Type out each entry exactly.

.....

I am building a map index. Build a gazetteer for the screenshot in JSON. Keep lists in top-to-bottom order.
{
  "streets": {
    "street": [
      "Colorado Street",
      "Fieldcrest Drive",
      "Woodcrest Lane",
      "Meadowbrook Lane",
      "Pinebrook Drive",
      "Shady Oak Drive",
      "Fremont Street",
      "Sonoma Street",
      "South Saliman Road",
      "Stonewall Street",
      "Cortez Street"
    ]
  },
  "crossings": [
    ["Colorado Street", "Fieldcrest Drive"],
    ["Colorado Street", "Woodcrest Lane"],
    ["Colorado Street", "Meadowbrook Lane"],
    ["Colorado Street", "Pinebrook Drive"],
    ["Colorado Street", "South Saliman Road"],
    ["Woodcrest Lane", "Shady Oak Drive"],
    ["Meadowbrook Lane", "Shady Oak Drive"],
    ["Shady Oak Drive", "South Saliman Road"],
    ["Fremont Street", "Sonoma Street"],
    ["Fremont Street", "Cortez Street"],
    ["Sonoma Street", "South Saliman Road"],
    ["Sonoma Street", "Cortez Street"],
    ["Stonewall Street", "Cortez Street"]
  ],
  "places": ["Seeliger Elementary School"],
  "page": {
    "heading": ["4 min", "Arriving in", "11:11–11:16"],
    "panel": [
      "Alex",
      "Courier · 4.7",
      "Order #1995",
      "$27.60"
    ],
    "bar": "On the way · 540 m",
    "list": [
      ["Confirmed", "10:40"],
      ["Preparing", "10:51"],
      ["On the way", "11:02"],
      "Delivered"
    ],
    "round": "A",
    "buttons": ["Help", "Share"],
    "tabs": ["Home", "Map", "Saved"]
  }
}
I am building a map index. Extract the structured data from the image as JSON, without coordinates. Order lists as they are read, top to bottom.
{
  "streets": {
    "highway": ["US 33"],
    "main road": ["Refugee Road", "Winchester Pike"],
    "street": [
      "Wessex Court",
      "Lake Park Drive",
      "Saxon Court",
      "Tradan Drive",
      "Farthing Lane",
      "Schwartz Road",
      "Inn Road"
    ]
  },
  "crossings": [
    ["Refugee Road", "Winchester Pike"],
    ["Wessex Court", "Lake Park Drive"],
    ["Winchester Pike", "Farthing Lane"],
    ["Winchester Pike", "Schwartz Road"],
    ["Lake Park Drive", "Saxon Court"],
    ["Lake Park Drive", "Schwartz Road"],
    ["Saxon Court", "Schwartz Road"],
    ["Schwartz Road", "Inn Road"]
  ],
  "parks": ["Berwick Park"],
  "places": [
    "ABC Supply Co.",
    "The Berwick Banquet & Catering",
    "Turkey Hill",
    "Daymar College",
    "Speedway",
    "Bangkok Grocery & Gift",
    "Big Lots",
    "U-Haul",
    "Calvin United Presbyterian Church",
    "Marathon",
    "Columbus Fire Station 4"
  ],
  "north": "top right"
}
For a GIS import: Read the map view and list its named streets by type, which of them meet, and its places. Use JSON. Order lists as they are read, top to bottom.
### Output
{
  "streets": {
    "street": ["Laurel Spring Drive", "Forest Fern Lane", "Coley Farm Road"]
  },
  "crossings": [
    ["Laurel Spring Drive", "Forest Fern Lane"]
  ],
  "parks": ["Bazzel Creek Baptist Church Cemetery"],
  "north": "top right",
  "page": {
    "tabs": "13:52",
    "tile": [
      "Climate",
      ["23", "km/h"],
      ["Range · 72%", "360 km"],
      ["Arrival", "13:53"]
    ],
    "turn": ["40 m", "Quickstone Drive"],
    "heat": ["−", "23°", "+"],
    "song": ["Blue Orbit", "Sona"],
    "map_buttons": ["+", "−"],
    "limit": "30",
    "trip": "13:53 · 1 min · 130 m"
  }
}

.....

SOLUTION FOR THIS EXERCISE »
I am building a map index. Build a gazetteer for the screenshot in JSON. Keep lists in top-to-bottom order.
{
  "streets": {
    "street": [
      "Colorado Street",
      "Fieldcrest Drive",
      "Woodcrest Lane",
      "Meadowbrook Lane",
      "Pinebrook Drive",
      "Shady Oak Drive",
      "Fremont Street",
      "Sonoma Street",
      "South Saliman Road",
      "Stonewall Street",
      "Cortez Street"
    ]
  },
  "crossings": [
    ["Colorado Street", "Fieldcrest Drive"],
    ["Colorado Street", "Woodcrest Lane"],
    ["Colorado Street", "Meadowbrook Lane"],
    ["Colorado Street", "Pinebrook Drive"],
    ["Colorado Street", "South Saliman Road"],
    ["Woodcrest Lane", "Shady Oak Drive"],
    ["Meadowbrook Lane", "Shady Oak Drive"],
    ["Shady Oak Drive", "South Saliman Road"],
    ["Fremont Street", "Sonoma Street"],
    ["Fremont Street", "Cortez Street"],
    ["Sonoma Street", "South Saliman Road"],
    ["Sonoma Street", "Cortez Street"],
    ["Stonewall Street", "Cortez Street"]
  ],
  "places": ["Seeliger Elementary School"],
  "page": {
    "heading": ["4 min", "Arriving in", "11:11–11:16"],
    "panel": [
      "Alex",
      "Courier · 4.7",
      "Order #1995",
      "$27.60"
    ],
    "bar": "On the way · 540 m",
    "list": [
      ["Confirmed", "10:40"],
      ["Preparing", "10:51"],
      ["On the way", "11:02"],
      "Delivered"
    ],
    "round": "A",
    "buttons": ["Help", "Share"],
    "tabs": ["Home", "Map", "Saved"]
  }
}
I am building a map index. Extract the structured data from the image as JSON, without coordinates. Order lists as they are read, top to bottom.
{
  "streets": {
    "highway": ["US 33"],
    "main road": ["Refugee Road", "Winchester Pike"],
    "street": [
      "Wessex Court",
      "Lake Park Drive",
      "Saxon Court",
      "Tradan Drive",
      "Farthing Lane",
      "Schwartz Road",
      "Inn Road"
    ]
  },
  "crossings": [
    ["Refugee Road", "Winchester Pike"],
    ["Wessex Court", "Lake Park Drive"],
    ["Winchester Pike", "Farthing Lane"],
    ["Winchester Pike", "Schwartz Road"],
    ["Lake Park Drive", "Saxon Court"],
    ["Lake Park Drive", "Schwartz Road"],
    ["Saxon Court", "Schwartz Road"],
    ["Schwartz Road", "Inn Road"]
  ],
  "parks": ["Berwick Park"],
  "places": [
    "ABC Supply Co.",
    "The Berwick Banquet & Catering",
    "Turkey Hill",
    "Daymar College",
    "Speedway",
    "Bangkok Grocery & Gift",
    "Big Lots",
    "U-Haul",
    "Calvin United Presbyterian Church",
    "Marathon",
    "Columbus Fire Station 4"
  ],
  "north": "top right"
}
For a GIS import: Read the map view and list its named streets by type, which of them meet, and its places. Use JSON. Order lists as they are read, top to bottom.
### Output
{
  "streets": {
    "street": ["Laurel Spring Drive", "Forest Fern Lane", "Coley Farm Road"]
  },
  "crossings": [
    ["Laurel Spring Drive", "Forest Fern Lane"]
  ],
  "parks": ["Bazzel Creek Baptist Church Cemetery"],
  "north": "top right",
  "page": {
    "tabs": "13:52",
    "tile": [
      "Climate",
      ["23", "km/h"],
      ["Range · 72%", "360 km"],
      ["Arrival", "13:53"]
    ],
    "turn": ["40 m", "Quickstone Drive"],
    "heat": ["−", "23°", "+"],
    "song": ["Blue Orbit", "Sona"],
    "map_buttons": ["+", "−"],
    "limit": "30",
    "trip": "13:53 · 1 min · 130 m"
  }
}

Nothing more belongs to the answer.